### ENTRIES SHOWN
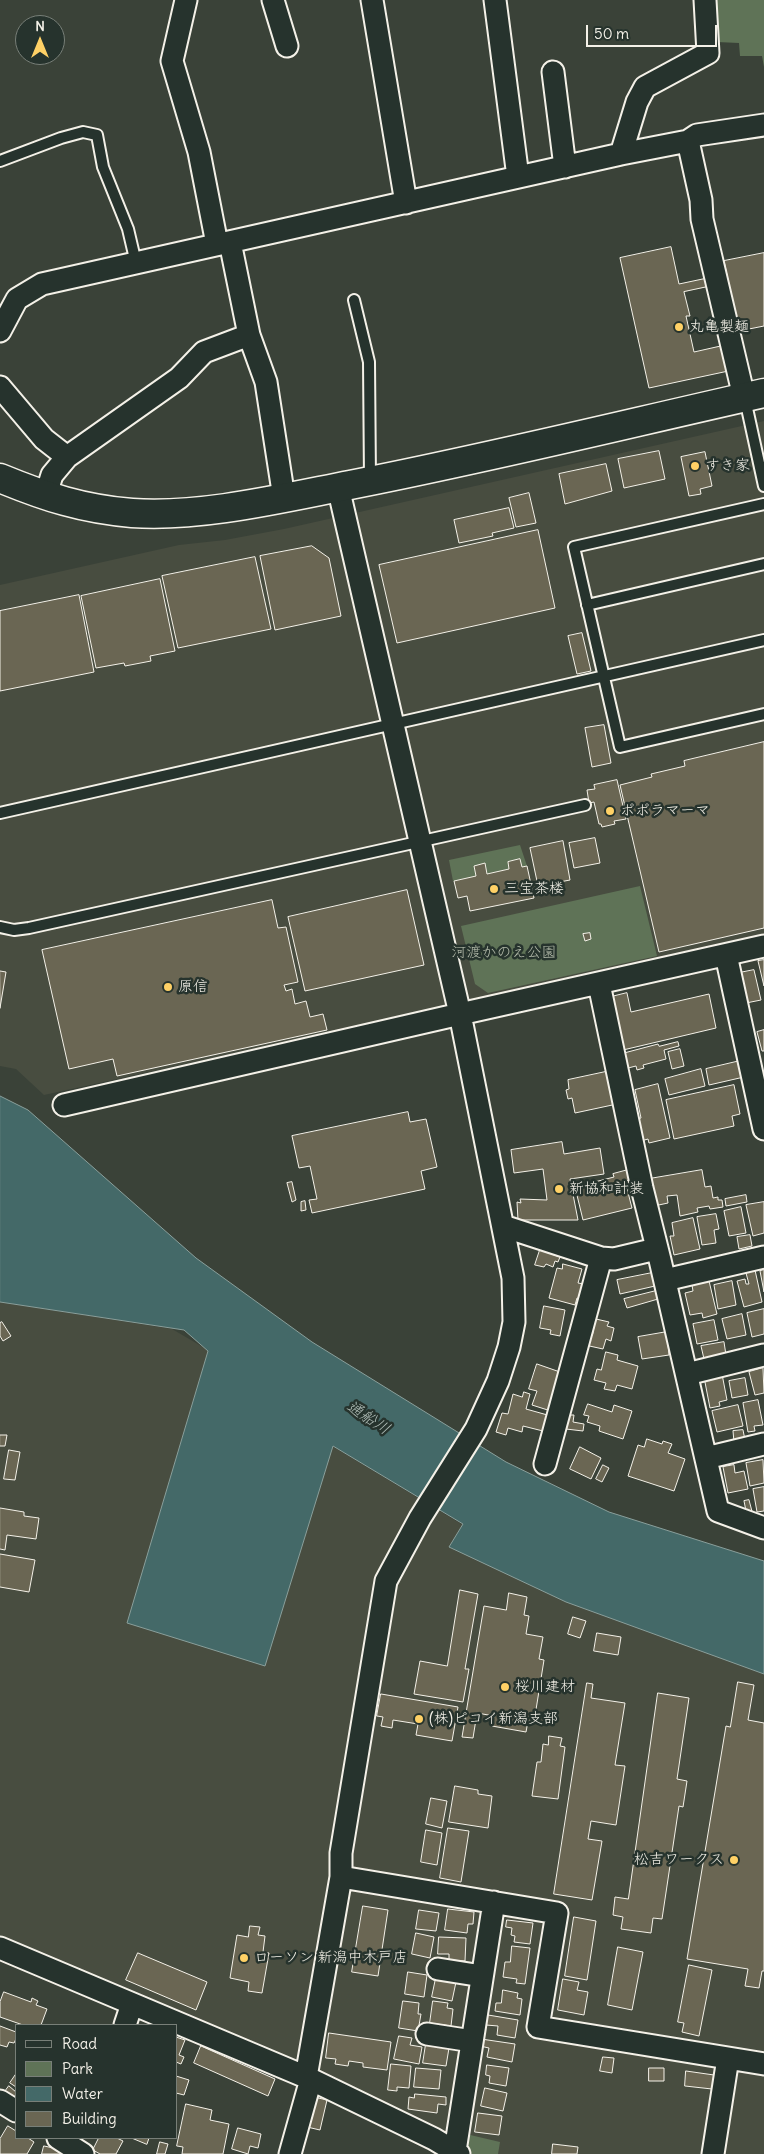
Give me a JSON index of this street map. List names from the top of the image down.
{
  "water": ["通船川"],
  "parks": ["河渡かのえ公園"],
  "places": [
    "丸亀製麺",
    "すき家",
    "ポポラマーマ",
    "三宝茶楼",
    "原信",
    "新協和計装",
    "桜川建材",
    "(株)ピコイ新潟支部",
    "松吉ワークス",
    "ローソン 新潟中木戸店"
  ],
  "legend": [
    "Road",
    "Park",
    "Water",
    "Building"
  ],
  "scale_bar": "50 m",
  "north": "top"
}
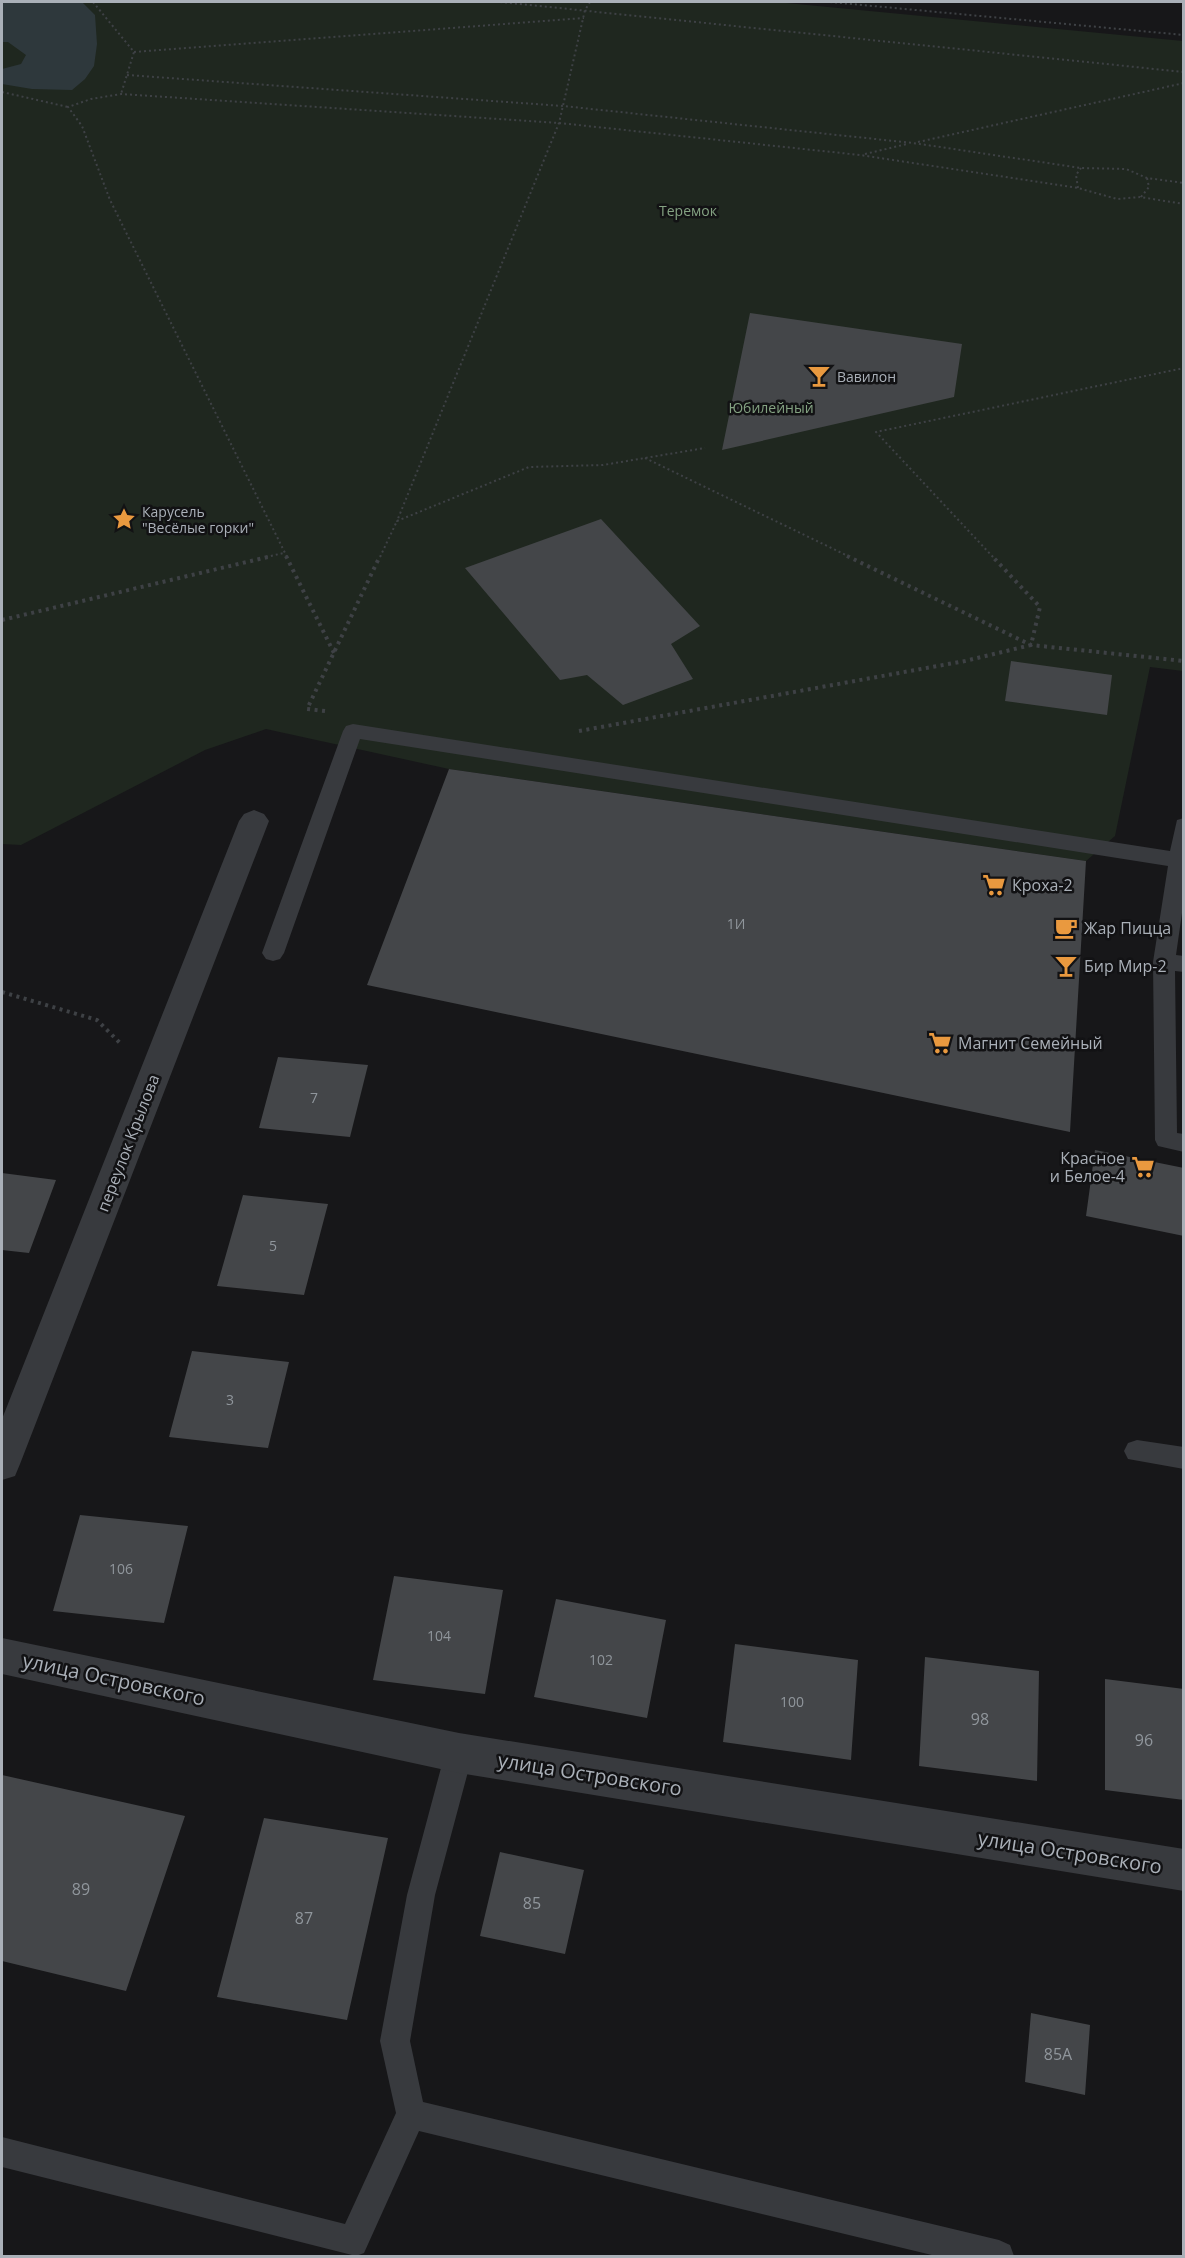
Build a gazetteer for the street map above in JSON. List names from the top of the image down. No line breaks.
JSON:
{"streets":{"street":["переулок Крылова","улица Островского"]},"parks":["Теремок","Юбилейный"],"places":{"bar":["Вавилон","Бир Мир-2"],"place":["Карусель \"Весёлые горки\""],"supermarket":["Кроха-2","Магнит Семейный","Красное и Белое-4"],"cafe":["Жар Пицца"]},"house_numbers":["1И","7","5","3","106","104","102","100","98","96","89","85","87","85А"]}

### YOUR TASK
An exact copy of every entry above is required, without the pictures.

### OUTPUT
Give me a JSON index of this street map. List names from the top of the image down.
{
  "water": ["通船川"],
  "parks": ["河渡かのえ公園"],
  "places": [
    "丸亀製麺",
    "すき家",
    "ポポラマーマ",
    "三宝茶楼",
    "原信",
    "新協和計装",
    "桜川建材",
    "(株)ピコイ新潟支部",
    "松吉ワークス",
    "ローソン 新潟中木戸店"
  ],
  "legend": [
    "Road",
    "Park",
    "Water",
    "Building"
  ],
  "scale_bar": "50 m",
  "north": "top"
}
Build a gazetteer for the street map above in JSON. List names from the top of the image down. No line breaks.
JSON:
{"streets":{"street":["переулок Крылова","улица Островского"]},"parks":["Теремок","Юбилейный"],"places":{"bar":["Вавилон","Бир Мир-2"],"place":["Карусель \"Весёлые горки\""],"supermarket":["Кроха-2","Магнит Семейный","Красное и Белое-4"],"cafe":["Жар Пицца"]},"house_numbers":["1И","7","5","3","106","104","102","100","98","96","89","85","87","85А"]}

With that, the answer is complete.